Kann man in einem Schrank wohnen? Das habe ich kurzerhand, zumindest für Fotozwecke ausprobiert. Wären die Regalböden und die Trennwand nicht, wäre das für mich tatsächlich möglich. Ich könnte zwar meine Beine nicht ausstrecken, aber ich könnte mich ein wenig zusammenrollen und eine Nacht darin verbringen. Unbequem, aber machbar. Doch lohnt das Leben im Schrank?
Die 30jährige Frau vom Buchcover wird nie von ihren Mitmenschen beim Namen genannt, was sie selbst recht unsichtbar macht. Das möchte sie auch so, denn sie versucht ihre Vergangenheit hinter sich zu lassen, einen Neuanfang in Prag zu versuchen. Bei Freundin Jana, die ihren Eisprung hat und nun ständig am Karnickeln ist, wie sie den ständigen Sex mit ihrem Freund betitelt, will sie nicht bleiben.
Leben im Schrank
Bei ihrer Schwester und den wissbegierigen Nichten ganz bestimmt auch nicht und zu ihrer Mutter will sie genauso wenig, denn diese denkt, dass sie jetzt bei der Bank arbeitet und schwer beschäftigt ist.

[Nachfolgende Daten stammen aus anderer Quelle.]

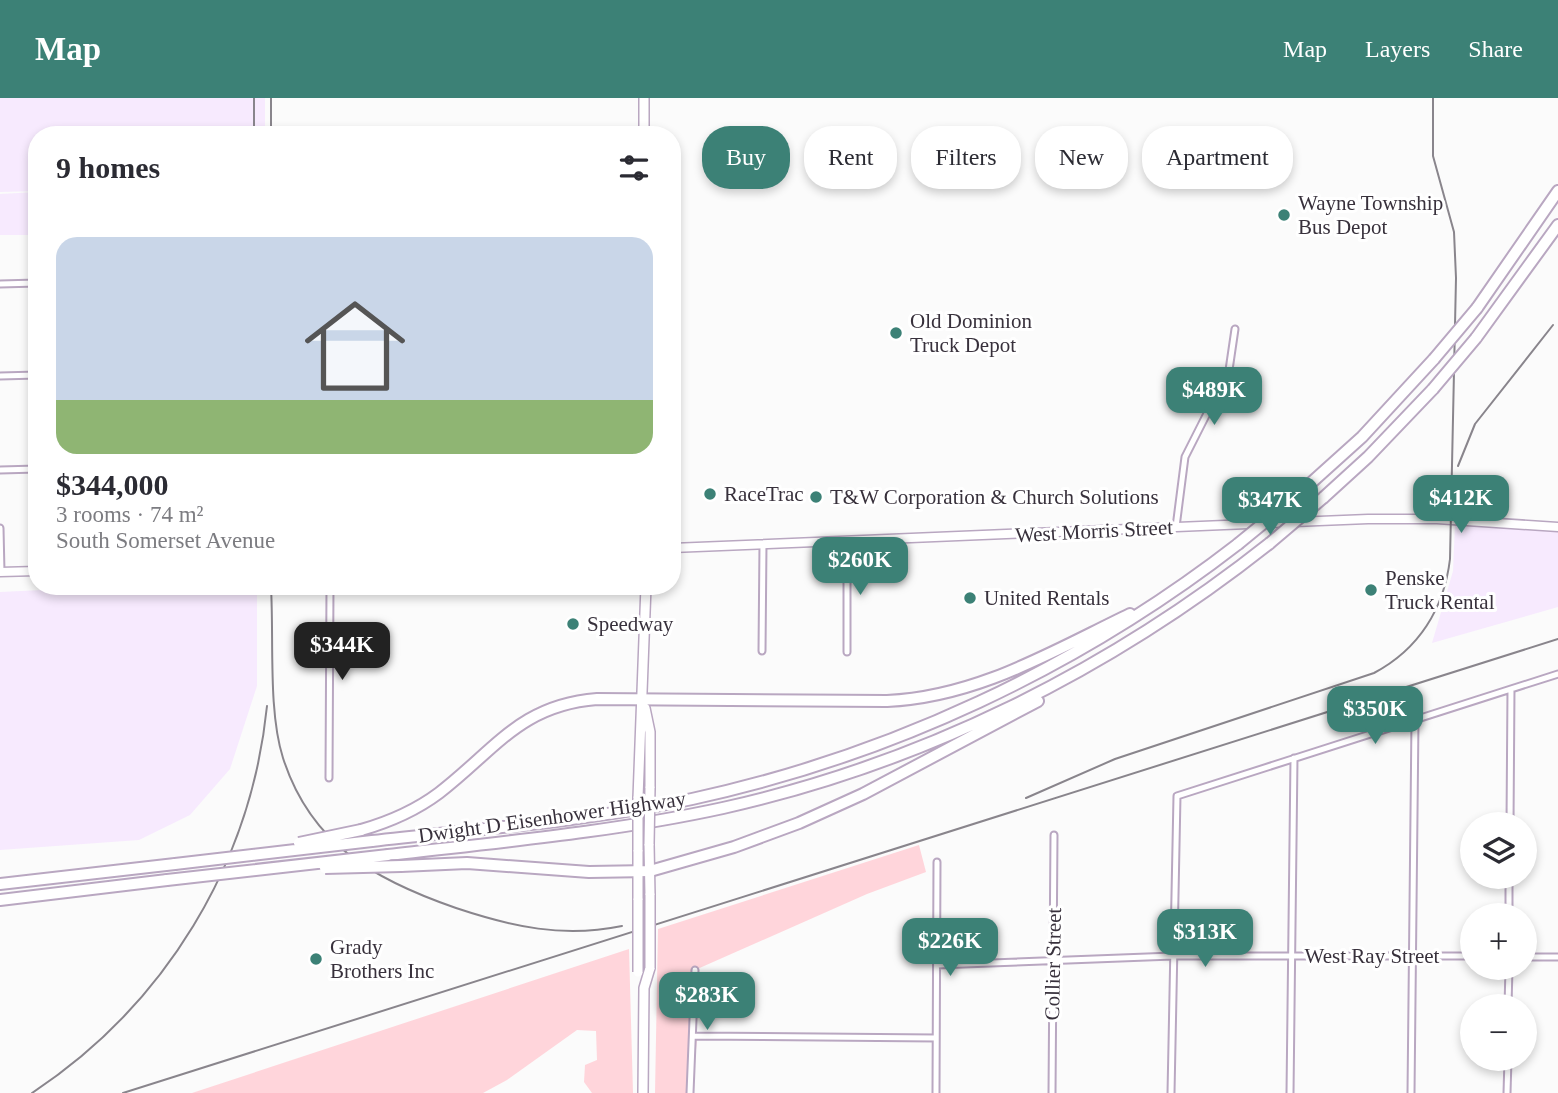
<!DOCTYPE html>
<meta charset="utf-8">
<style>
body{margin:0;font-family:Georgia,serif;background:#f2f2f3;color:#2b2b33;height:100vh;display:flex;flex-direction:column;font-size:26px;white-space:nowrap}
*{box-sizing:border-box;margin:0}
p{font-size:23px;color:#7c7c81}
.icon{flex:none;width:38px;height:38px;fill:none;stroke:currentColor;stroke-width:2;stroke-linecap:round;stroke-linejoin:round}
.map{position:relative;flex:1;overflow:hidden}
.drawer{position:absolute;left:28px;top:28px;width:653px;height:469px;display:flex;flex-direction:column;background:#fff;border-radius:28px;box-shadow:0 4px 10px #0003}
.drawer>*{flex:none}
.hud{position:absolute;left:702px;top:28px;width:665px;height:63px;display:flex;gap:14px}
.tools{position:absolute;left:1460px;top:714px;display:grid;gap:14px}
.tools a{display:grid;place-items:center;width:77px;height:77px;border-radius:50%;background:#fff;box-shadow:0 4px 10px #0003;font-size:35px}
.price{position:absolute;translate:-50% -60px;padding:0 16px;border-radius:14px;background:#3c8176;color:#fff;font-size:23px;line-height:46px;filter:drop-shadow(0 2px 4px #0008)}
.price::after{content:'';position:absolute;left:50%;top:42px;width:21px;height:16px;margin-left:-10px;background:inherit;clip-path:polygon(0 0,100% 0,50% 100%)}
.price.on{background:#222;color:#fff}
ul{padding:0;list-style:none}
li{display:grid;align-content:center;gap:14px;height:371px;padding:0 28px}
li+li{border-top:2px solid #e1e1e2}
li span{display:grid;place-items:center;height:217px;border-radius:21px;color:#555}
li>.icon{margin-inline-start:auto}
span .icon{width:126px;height:126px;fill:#fffc;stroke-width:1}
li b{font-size:30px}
h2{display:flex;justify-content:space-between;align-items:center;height:84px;padding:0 28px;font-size:30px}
.pill{padding:0 24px;border-radius:28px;background:#fff;box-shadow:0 4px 10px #0003;font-size:24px;line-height:63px}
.pill.on{background:#3c8176;color:#fff}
header{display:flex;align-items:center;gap:42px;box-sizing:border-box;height:98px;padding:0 35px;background:#3c8176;color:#fff}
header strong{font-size:33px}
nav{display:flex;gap:38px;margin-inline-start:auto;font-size:24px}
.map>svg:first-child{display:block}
</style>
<header>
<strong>Map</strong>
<nav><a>Map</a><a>Layers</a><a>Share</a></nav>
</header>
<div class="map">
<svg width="1558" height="995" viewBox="0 0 1558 995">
<rect width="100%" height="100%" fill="#fbfbfb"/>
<path fill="#f7eafe" d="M 0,0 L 265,0 L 265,37 L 37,37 L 37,93 L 0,94 Z
M 37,94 L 37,137 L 0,137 L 0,96 Z
M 1455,427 L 1558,434 L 1558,509 L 1432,545 L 1453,473 Z
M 127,488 L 257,488 L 257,588 L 230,671 L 190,717 L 139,742 L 0,752 L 0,494 Z"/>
<path fill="#ffd5db" d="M 919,747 L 926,774 L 867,796 L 695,872 L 697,941 L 692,995 L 655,995 L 658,831 Z
M 629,851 L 633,995 L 592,995 L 584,984 L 585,967 L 597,962 L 596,933 L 577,932 L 507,982 L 483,995 L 192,995 Z"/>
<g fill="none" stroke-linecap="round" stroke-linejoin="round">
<g stroke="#b9a7c1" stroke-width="9">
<path id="street" d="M 0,186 L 37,185
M 0,278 L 37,277
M 0,372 L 37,371
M 1176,429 L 1185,359 L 1229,272 L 1235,231
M 0,430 L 1,474
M 847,443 L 847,554
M 762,553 L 763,446
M 329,680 L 330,488
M 1510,726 L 1511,591
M 1509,817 L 1509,779
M 1524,859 L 1558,859
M 937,867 L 1173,858 L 1472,858
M 1508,908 L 1509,870
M 694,938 L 936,940
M 690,995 L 695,872
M 936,995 L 937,764
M 1052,995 L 1054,737
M 1171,995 L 1177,698 L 1558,576
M 1290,995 L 1294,660
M 1411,995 L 1415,622
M 1507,995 L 1508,961"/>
</g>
<g stroke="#b9a7c1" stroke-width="11">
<path id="secondary" d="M 672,450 L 1368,421 L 1437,421 L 1558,429
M 0,474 L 37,473"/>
</g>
<g stroke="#b9a7c1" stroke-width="12">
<path id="primary" d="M 644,0 L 644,37
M 645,610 L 650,634 L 650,690
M 638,700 L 646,488
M 649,746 L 650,797
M 638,802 L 638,752
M 643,995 L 644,890 L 650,870"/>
</g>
<g stroke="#b9a7c1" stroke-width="14">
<path id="highway" d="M 1477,210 L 1558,93
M 1476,240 L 1558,127
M 1323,400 L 1368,359 L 1433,291
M 1292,402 L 1362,339 L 1434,261
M 361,732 C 389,724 415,713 439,695 C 495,652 520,607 597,601 L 887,603 C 977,599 1051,554 1130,516
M 372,743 C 478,731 587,723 692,701 C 890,658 1078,570 1238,446
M 388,757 C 500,744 613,734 723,710 C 924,665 1110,572 1270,445
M 401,768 L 467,765 L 589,774 L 650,773 L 734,749 L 799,725 L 863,696 L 1038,603
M 0,786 L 175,766
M 0,802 L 167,782"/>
</g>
<use href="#street" stroke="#fff" stroke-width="5"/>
<use href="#secondary" stroke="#fff" stroke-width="8"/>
<use href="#primary" stroke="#fff" stroke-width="9"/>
<use href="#highway" stroke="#fff" stroke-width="10"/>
<path stroke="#89858c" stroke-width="2" d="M 254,0 L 254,37
M 271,37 L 271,0
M 1458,368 L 1475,326 L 1553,227
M 271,490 C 274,541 268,613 283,660 C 311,747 375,782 456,810 C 513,829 563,840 622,828
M 1026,700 L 1115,661 L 1374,575 C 1419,551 1444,511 1450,461 L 1456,180 L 1454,134 L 1433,58 L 1433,0
M 32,995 C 165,907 251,766 267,608
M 123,995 L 1558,541"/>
<g stroke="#b9a7c1" stroke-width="12" stroke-linecap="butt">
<path id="primary-bridge" d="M 649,746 L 650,690
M 638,752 L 638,700
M 650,797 L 650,870
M 638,802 L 638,874"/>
</g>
<g stroke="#b9a7c1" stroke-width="14" stroke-linecap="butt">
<path id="highway-bridge" d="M 1434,261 L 1477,210
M 1433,291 L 1476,240
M 1270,445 L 1323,400
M 1238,446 L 1292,402
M 299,745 L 361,732
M 175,766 L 372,743
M 325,770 L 401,768
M 167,782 L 388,757"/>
</g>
<use href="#primary-bridge" stroke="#fff" stroke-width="9"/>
<use href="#highway-bridge" stroke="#fff" stroke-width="10"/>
</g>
<g fill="#3c8176" stroke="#fff" stroke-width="2.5">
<circle cx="1284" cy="117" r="7"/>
<circle cx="896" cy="235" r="7"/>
<circle cx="710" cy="396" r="7"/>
<circle cx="816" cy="399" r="7"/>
<circle cx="1371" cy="492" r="7"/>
<circle cx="970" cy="500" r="7"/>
<circle cx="573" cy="526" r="7"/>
<circle cx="316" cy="861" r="7"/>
</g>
<g text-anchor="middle" stroke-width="6" stroke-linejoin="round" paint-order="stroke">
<g font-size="21" fill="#38313c" stroke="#fff" text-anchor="start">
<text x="1298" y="112">Wayne Township<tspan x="1298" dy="24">Bus Depot</tspan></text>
<text x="910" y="230">Old Dominion<tspan x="910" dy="24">Truck Depot</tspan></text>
<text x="724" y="403">RaceTrac</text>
<text x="830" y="406">T&amp;W Corporation &amp; Church Solutions</text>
<text x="1385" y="487">Penske<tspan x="1385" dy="24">Truck Rental</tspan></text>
<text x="984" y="507">United Rentals</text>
<text x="587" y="533">Speedway</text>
<text x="330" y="856">Grady<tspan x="330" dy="24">Brothers Inc</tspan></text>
</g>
<g font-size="21" fill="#38313c" stroke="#fff">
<text transform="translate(1094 433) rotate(-3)" y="7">West Morris Street</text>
<text transform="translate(552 719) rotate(-8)" y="7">Dwight D Eisenhower Highway</text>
<text x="1372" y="865">West Ray Street</text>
<text transform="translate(1053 866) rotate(-89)" y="7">Collier Street</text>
</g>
</g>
</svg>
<div class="tools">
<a><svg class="icon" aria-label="layers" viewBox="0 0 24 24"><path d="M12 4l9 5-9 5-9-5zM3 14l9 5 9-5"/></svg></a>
<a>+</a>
<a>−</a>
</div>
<b class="price" style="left:1214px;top:329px">$489K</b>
<b class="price" style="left:1461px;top:437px">$412K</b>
<b class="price" style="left:1270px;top:439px">$347K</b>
<b class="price" style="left:860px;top:499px">$260K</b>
<b class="price on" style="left:342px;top:584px">$344K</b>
<b class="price" style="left:1375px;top:648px">$350K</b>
<b class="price" style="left:1205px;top:871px">$313K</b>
<b class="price" style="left:950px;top:880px">$226K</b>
<b class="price" style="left:707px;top:934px">$283K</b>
<div class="hud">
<a class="pill on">Buy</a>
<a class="pill">Rent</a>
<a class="pill">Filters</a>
<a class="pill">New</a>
<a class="pill">Apartment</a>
</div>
<section class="drawer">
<h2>9 homes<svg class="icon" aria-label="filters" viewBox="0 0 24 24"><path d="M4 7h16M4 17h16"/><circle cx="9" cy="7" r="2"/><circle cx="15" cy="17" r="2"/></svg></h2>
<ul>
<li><span style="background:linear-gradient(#c9d6e8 75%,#8fb573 0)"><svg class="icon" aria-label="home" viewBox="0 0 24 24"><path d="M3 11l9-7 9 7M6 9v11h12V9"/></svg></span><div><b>$344,000</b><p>3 rooms · 74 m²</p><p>South Somerset Avenue</p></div></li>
</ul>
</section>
</div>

Alles Fassade, alles Lüge – sie lebt nun im Hinterhof ihrer Schwester im ausrangierten Schrank ihrer Schwester und hofft, dass sie nicht ertappt wird. Sie ist auf die Almosen vom Vietnamesen aus dem Krämerladen angewiesen, um nicht zu verhungern und um die Morgentoilette zu erledigen und versucht nun täglich, den Weg auf die normale Lebensbahn zu finden. Ein verzweifeltes, recht unbequemes Versteckspiel beginnt, was nicht nur von der Protagonistin viel fordert…

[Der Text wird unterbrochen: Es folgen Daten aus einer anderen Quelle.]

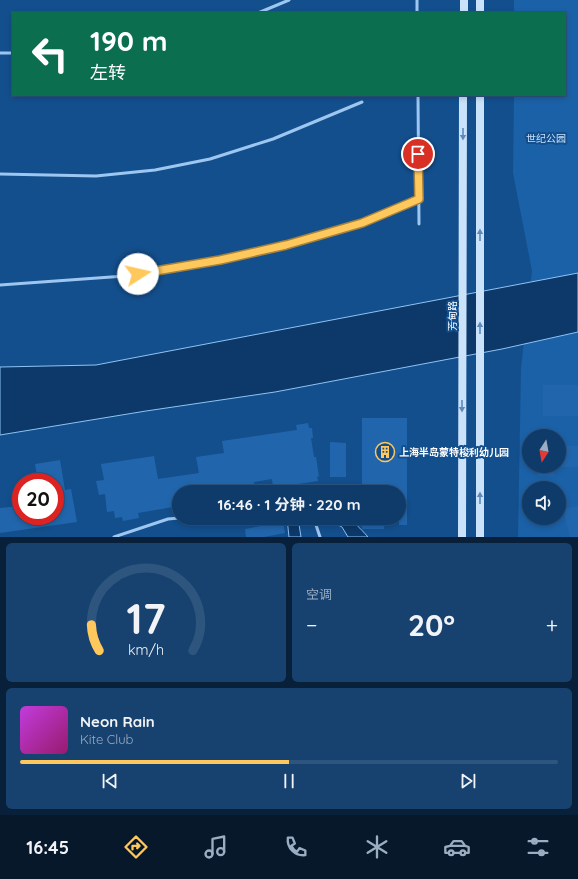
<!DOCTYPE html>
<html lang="zh">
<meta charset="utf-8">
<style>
:root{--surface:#0e3b6a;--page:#174270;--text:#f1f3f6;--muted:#9badc1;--line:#2e557e;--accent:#ffc85d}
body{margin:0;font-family:Quicksand,"Noto Sans SC",sans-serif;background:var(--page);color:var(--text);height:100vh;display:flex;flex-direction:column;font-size:15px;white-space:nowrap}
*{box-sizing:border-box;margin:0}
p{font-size:13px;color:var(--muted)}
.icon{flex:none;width:22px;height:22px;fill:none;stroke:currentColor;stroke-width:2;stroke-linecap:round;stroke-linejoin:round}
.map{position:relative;height:537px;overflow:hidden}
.side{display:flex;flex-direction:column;gap:6px;padding:6px;background:#08203a;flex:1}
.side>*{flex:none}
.banner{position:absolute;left:12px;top:12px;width:554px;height:84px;border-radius:0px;box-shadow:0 2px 6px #0003,0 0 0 1px var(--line);background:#0b6e4f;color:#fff;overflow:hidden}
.needle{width:26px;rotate:191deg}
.fabs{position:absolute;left:522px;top:429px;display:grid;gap:8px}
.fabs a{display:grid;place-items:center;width:44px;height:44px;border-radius:50%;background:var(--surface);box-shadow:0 2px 6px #0003,0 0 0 1px var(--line);font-size:20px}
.speed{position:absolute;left:12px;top:473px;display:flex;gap:8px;font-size:20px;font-weight:700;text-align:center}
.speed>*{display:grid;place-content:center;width:52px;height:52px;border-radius:50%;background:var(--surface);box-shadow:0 2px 6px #0003,0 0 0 1px var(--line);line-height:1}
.speed .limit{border:6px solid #d22;background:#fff;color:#111}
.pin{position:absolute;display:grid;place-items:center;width:34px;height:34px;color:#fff;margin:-17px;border:2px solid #fff;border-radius:50%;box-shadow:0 1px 4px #0007}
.me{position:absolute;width:44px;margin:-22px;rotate:80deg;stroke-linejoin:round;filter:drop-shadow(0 0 3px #0008)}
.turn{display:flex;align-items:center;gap:14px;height:84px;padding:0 12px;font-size:18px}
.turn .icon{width:52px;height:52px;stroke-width:2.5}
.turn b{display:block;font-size:28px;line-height:34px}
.big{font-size:30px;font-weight:700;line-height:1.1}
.side .tile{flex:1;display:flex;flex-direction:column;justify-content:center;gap:6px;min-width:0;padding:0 14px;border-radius:6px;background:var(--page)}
.side .dial{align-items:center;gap:0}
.dial svg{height:104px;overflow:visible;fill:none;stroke:var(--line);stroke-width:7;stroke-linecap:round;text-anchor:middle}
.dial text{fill:var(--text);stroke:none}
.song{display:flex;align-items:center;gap:12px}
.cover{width:48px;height:48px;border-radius:6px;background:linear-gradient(135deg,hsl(290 70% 55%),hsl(320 70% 35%))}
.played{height:4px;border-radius:2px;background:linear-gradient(90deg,var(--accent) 50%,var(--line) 50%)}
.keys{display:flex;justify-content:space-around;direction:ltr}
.heat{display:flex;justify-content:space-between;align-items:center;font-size:22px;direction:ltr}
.side .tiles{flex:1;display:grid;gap:6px;grid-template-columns:1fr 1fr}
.tile:last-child{grid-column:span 2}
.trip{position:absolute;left:172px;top:485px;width:234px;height:40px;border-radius:20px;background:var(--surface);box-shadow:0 2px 6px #0003,0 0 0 1px var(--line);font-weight:700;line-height:40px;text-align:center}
.tabs{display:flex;height:64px;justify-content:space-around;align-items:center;background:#06182a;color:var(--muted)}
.tabs .icon{width:28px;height:28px}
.tabs .selected{color:var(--accent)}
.tabs b{font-size:18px;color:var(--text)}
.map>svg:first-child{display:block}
.green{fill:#1b61a7;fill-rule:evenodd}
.water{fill:#0c396a;stroke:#8fc3f4}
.building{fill:#2166ac}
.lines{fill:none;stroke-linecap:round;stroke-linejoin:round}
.lane{stroke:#9dc7f1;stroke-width:3}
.secondary{stroke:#cbe2fb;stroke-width:8}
.oneway{fill:#5d8ab9}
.route-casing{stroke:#a6823c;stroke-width:10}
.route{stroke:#ffc85d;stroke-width:7}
.labels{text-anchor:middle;stroke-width:4;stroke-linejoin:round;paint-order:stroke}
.park-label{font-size:10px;fill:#c4e0fc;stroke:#134f8d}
.street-label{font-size:10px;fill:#fff;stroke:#134f8d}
.poi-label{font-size:10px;font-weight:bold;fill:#fff;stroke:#134f8d;text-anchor:start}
</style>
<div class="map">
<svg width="578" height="537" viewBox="0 0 578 537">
<rect width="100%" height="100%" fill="#134f8d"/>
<path class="green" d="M 514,0 L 578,0 L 578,537 L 518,537 L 521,368 L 532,271 L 513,173 L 514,95 L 565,95 L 565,13 L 514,13 ZM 529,436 L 559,436 L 559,466 L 529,466 ZM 529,488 L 559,488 L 559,518 L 529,518 Z"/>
<path class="water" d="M 578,273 L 578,332 L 502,349 L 275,392 L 146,411 L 0,435 L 0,367 L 96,365 Z
M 287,518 L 298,518 L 301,537 L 289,537 Z
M 324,518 C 350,518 351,518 368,537 L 348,537 L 342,527 Z"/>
<path class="building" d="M 543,385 L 578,385 L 578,416 L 543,416 Z
M 362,418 L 407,418 L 407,525 L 399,525 L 399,492 L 362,492 Z
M 308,423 L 309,428 L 312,428 L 313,438 L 311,438 L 314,457 L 316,457 L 319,477 L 317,476 L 318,481 L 273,488 L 272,479 L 254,482 L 255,487 L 240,489 L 240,492 L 179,492 L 179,506 L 138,513 L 139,518 L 123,521 L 122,517 L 115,518 L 114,511 L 107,512 L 105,494 L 99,495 L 96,481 L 104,480 L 101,464 L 154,456 L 158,479 L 199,473 L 196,457 L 224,453 L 222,441 L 297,430 L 296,425 Z
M 330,442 L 346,443 L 346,477 L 330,477 Z
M 559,446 L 578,446 L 578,467 L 559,467 Z
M 60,460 L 65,490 L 71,489 L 77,522 L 0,533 L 0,508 L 21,506 L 21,516 L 55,516 L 55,482 L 38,482 L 35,464 Z
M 538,466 L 554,466 L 554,476 L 538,476 Z
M 578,506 L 578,537 L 570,537 L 563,509 Z
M 362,518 L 384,518 L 384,529 L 362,529 Z
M 283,522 L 285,533 L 264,537 L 246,537 L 245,529 Z"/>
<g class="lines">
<path class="lane" d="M 417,0 L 417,13
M 258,13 L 289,0
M 0,53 L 13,53
M 418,95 L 419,224
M 0,174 L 96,176 L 155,170 L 210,159 L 273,139 L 362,102
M 0,285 L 125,276 L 220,260 L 286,245 L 362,223 L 419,199
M 310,518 L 316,525 L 320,537
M 114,537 L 168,519 L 179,518"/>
<path class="secondary" d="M 464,13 L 464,0
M 480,13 L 480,0
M 462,537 L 463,95
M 480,537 L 480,95"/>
</g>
<defs><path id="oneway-solid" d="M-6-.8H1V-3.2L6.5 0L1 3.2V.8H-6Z"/></defs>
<g class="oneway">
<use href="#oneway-solid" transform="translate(463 134) rotate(90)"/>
<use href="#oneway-solid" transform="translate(480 235) rotate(-90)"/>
<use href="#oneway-solid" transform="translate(480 328) rotate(-90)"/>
<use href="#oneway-solid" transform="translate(462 406) rotate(90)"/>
<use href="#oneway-solid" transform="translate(480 498) rotate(-90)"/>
</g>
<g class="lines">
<defs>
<path id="route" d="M 138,274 L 220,260 L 286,245 L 362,223 L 419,199 L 418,154"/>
</defs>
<use href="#route" class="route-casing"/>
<use href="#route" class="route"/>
</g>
<defs>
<symbol id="building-ring" viewBox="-11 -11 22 22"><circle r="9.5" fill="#134f8d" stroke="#ffc85d" stroke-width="1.5"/><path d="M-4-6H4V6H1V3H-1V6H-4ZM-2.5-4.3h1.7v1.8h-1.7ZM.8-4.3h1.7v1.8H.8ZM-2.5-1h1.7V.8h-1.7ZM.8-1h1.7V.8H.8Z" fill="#ffc85d"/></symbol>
</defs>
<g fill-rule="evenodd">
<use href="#building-ring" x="374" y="441" width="22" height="22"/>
</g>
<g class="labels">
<g class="park-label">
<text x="546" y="142">世纪公园</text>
</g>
<g class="street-label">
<text transform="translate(452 316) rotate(-90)" y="4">芳甸路</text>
</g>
<g class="poi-label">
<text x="399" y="456">上海半岛蒙特梭利幼儿园</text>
</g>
</g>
</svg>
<div class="fabs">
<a><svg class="needle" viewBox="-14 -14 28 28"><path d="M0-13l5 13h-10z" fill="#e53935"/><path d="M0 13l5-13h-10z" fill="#9badc1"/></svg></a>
<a><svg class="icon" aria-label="sound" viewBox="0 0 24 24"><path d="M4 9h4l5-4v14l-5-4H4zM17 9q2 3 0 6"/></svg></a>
</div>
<div class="speed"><div class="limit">20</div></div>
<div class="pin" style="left:418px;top:154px;background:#d93025"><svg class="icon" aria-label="arrive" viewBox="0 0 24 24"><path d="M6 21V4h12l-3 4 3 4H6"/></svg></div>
<svg class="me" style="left:138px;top:274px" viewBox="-20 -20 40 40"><circle r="19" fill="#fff"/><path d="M0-13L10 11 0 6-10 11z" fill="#ffc85d"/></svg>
<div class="trip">16:46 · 1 分钟 · 220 m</div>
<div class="banner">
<div class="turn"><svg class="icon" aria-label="left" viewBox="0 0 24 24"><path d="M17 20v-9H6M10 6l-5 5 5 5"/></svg><div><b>190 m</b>左转</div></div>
</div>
</div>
<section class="side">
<div class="tiles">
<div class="tile dial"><svg viewBox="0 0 100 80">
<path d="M14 69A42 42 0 1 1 86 69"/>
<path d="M14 69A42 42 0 0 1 8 49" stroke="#ffc85d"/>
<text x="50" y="56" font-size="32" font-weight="700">17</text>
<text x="50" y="72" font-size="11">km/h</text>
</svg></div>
<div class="tile"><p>空调</p>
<div class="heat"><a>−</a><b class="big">20°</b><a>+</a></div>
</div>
<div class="tile">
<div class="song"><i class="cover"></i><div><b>Neon Rain</b><p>Kite Club</p></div></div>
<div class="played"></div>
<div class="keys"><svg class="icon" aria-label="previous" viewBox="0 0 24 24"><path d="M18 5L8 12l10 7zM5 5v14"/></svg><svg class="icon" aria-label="pause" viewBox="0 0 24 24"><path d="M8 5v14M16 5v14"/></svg><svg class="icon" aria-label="next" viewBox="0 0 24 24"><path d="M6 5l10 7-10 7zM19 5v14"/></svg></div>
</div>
</div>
</section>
<nav class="tabs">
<b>16:45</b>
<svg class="icon selected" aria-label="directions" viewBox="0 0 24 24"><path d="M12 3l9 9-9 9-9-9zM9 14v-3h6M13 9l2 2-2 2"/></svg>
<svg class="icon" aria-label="music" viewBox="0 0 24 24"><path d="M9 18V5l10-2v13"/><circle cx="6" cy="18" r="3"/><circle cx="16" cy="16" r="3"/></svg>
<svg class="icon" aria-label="phone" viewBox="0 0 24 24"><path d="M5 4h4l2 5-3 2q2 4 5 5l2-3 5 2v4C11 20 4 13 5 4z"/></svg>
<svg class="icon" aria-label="climate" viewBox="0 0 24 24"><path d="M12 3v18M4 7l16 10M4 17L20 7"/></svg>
<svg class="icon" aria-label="car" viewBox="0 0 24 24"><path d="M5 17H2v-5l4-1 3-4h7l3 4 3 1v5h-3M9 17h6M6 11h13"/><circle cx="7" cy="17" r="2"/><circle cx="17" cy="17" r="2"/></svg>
<svg class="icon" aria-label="filters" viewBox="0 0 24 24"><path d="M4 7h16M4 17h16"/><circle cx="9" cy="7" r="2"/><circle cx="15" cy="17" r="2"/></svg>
</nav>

Wir Leser nehmen an ihrem Weg teil, der sich wie eine langsame Abenteuerfahrt anfühlt, bei der die Streckenlänge und auch die Umgebung unbekannt ist. Die Protagonistin holt uns richtig nah zu sich in den Schrank und lässt uns ihre emotionale Angeschlagenheit fühlen. Erst als wir vollständig in ihren neuen Lebensalltag integriert sind, werden wir mit ihrem Damals konfrontiert.
Unbequeme Herausforderung
Wir erfahren von Lale und Dirk, erleben eine aufrüttelnde Kutschfahrt und wissen Kleinigkeiten von ihm. Hausnachbar Novák taucht mit seinen Tauben auf, wir lesen Emails und kommen immer mehr in den Mittelpunkt des Lebensgewitters. Wie Blitze zwischen den dicken Wolken tauchen die Szenen auf, die nicht immer zu erklären sind.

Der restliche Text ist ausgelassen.